Both methods can be mixed.
== Performance note and caching
Currently uimaFIT evaluates the patterns for TSDs once and caches the locations, but not the actual merged type system description.
A rescan can be forced using `TypeSystemDescriptionFactory.forceTypeDescriptorsScan()`.
This may change in future.
== Potential problems
The mechanism works fine.
However, there are specific issues with Java in general that one should be aware of.
=== m2eclipse fails to copy descriptors to target/classes
There seems to be a bug in some older versions of m2eclipse that causes resources not always to be copied to [path]_target/classes_.
If UIMA complains about type definitions missing at runtime, try to _clean/rebuild_ your project and carefully check the m2eclipse console in the console view for error messages that might cause m2eclipse to abort.

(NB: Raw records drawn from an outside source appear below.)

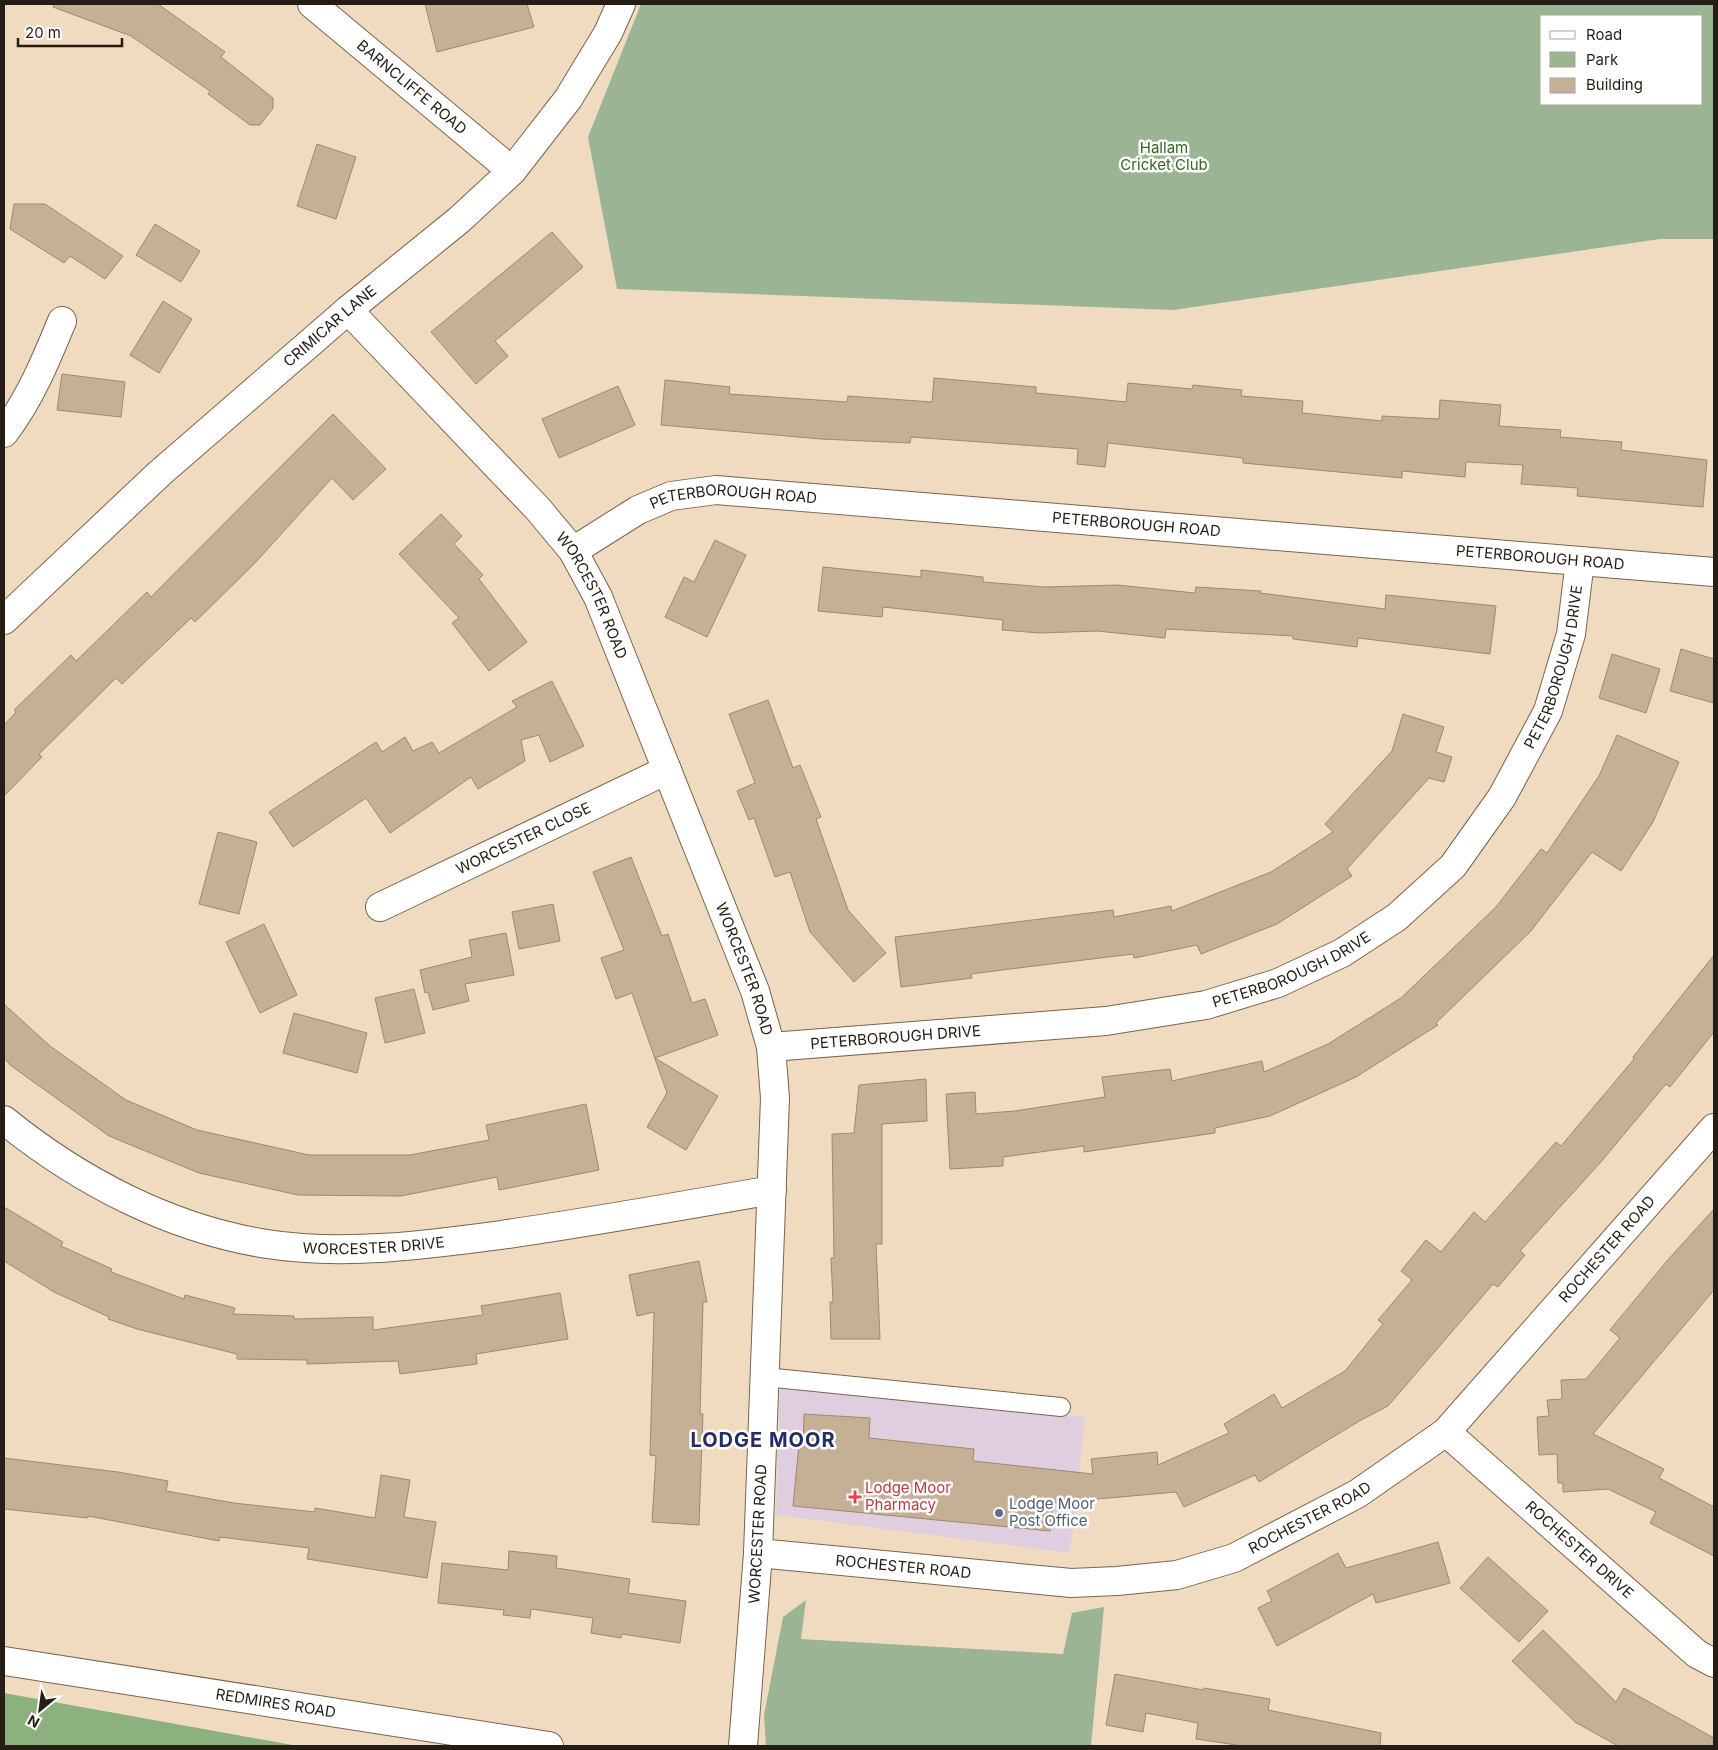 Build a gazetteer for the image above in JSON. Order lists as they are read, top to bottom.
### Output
{
  "streets": {
    "street": [
      "BARNCLIFFE ROAD",
      "CRIMICAR LANE",
      "PETERBOROUGH ROAD",
      "WORCESTER ROAD",
      "PETERBOROUGH DRIVE",
      "WORCESTER CLOSE",
      "WORCESTER DRIVE",
      "ROCHESTER ROAD",
      "ROCHESTER DRIVE",
      "REDMIRES ROAD"
    ]
  },
  "crossings": [
    ["BARNCLIFFE ROAD", "CRIMICAR LANE"],
    ["CRIMICAR LANE", "WORCESTER ROAD"],
    ["PETERBOROUGH ROAD", "WORCESTER ROAD"],
    ["PETERBOROUGH ROAD", "PETERBOROUGH DRIVE"],
    ["WORCESTER ROAD", "PETERBOROUGH DRIVE"],
    ["WORCESTER ROAD", "WORCESTER CLOSE"],
    ["WORCESTER ROAD", "WORCESTER DRIVE"],
    ["WORCESTER ROAD", "ROCHESTER ROAD"],
    ["ROCHESTER ROAD", "ROCHESTER DRIVE"]
  ],
  "districts": ["LODGE MOOR"],
  "parks": ["Hallam Cricket Club"],
  "places": {
    "health": ["Lodge Moor Pharmacy"],
    "other": ["Lodge Moor Post Office"]
  },
  "legend": ["Road", "Park", "Building"],
  "scale_bar": "20 m",
  "north": "bottom left"
} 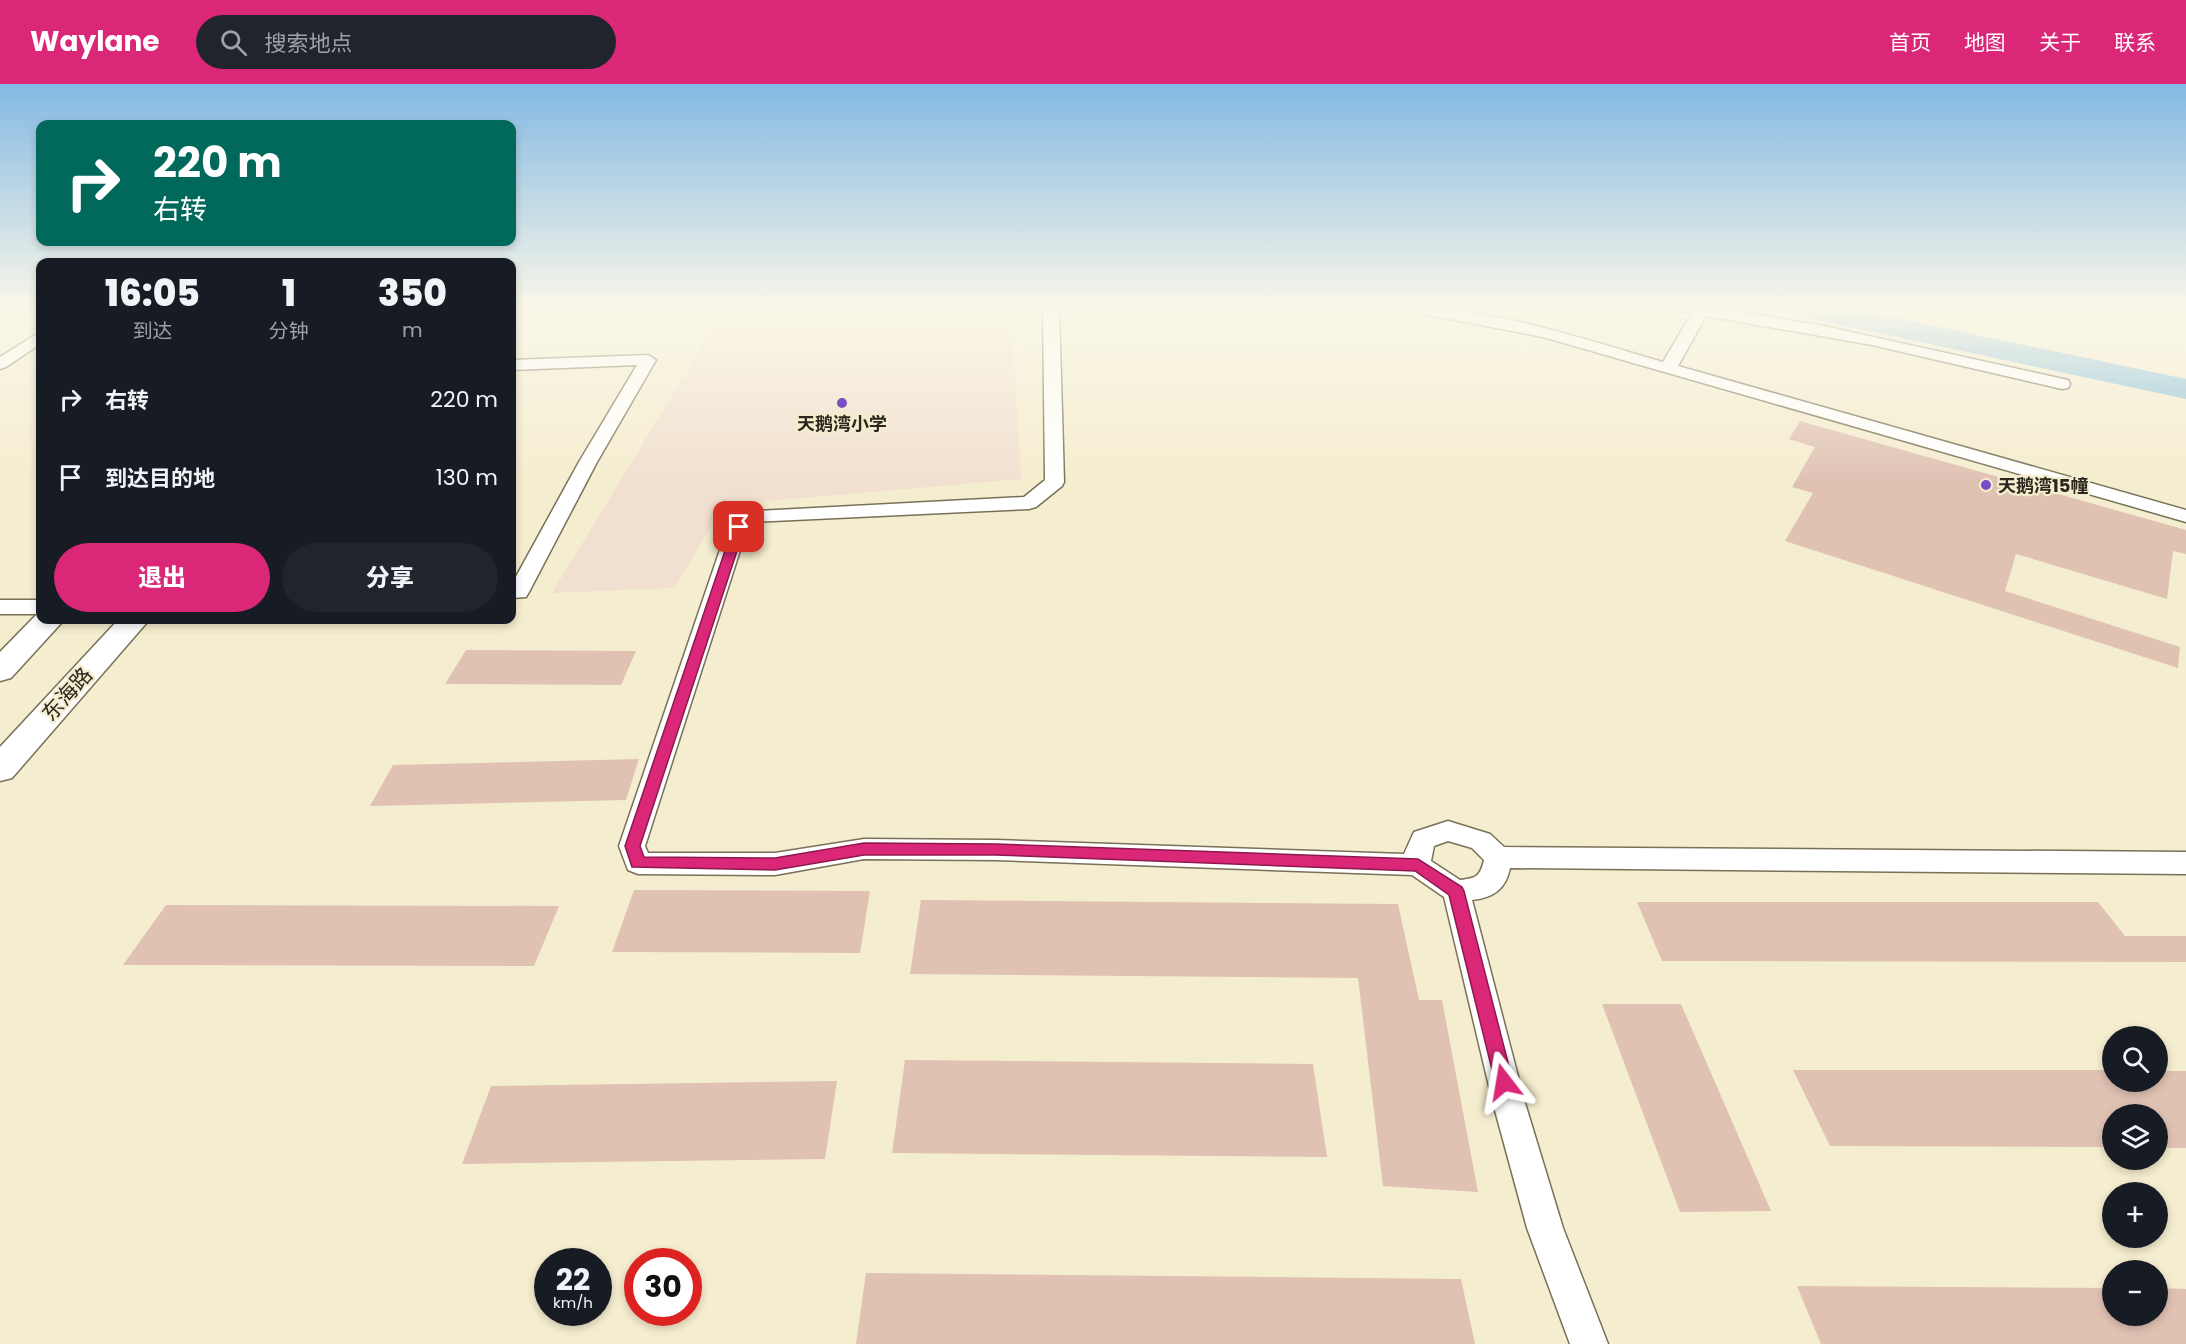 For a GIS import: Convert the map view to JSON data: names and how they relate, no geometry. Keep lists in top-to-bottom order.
{
  "streets": {
    "main road": ["东海路"]
  },
  "places": ["天鹅湾小学", "天鹅湾15幢"],
  "page": {
    "header": "Waylane",
    "search": "搜索地点",
    "nav": [
      "首页",
      "地图",
      "关于",
      "联系"
    ],
    "turn": ["220 m", "右转"],
    "eta": [
      "16:05",
      "到达",
      "1",
      "分钟",
      "350",
      "m"
    ],
    "list": [
      {
        "name": "右转",
        "value": "220 m"
      },
      {
        "name": "到达目的地",
        "value": "130 m"
      }
    ],
    "buttons": ["退出", "分享"],
    "map_buttons": ["+", "−"],
    "speed": "22 km/h",
    "limit": "30"
  }
} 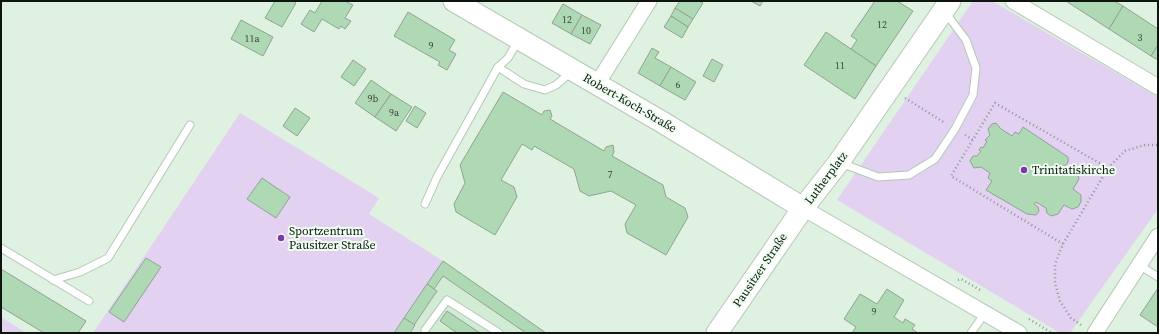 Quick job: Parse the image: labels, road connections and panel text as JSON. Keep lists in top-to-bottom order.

=== Class version conflicts
A problem can occur if you end up having multiple incompatible versions of the same type system in the classpath.
This is a general problem and not related to the auto-detection feature.
It is the same as when you have incompatible version of a particular class (e.g. `JCas` wrapper or some third-party-library) in the classpath.
The behavior of the Java Classloader is undefined in that case.
The detection will do its best to try and load everything it can find, but the UIMA type system merger may barf or you may end up with undefined behavior at runtime because one of the class versions is used at random.
=== Classes and resources in the default package
It is bad practice to place classes into the default (unnamed) package.
In fact it is not possible to import classes from the default package in another class.
Similarly it is a bad idea to put resources at the root of the classpath.
The Spring documentation on resources http://static.springsource.org/spring/docs/3.0.x/reference/resources.html#resources-app-ctx-wildcards-in-resource-paths[explains this in detail].
For this reason the [path]_types.txt_ resides in [path]_/META-INF/org.apache.uima.fit_ and it is suggest that type system descriptors reside either in a proper package like [path]_/org/foobar/typesystems/XXX.xml_ or in [path]_/desc/types/XXX.xml_.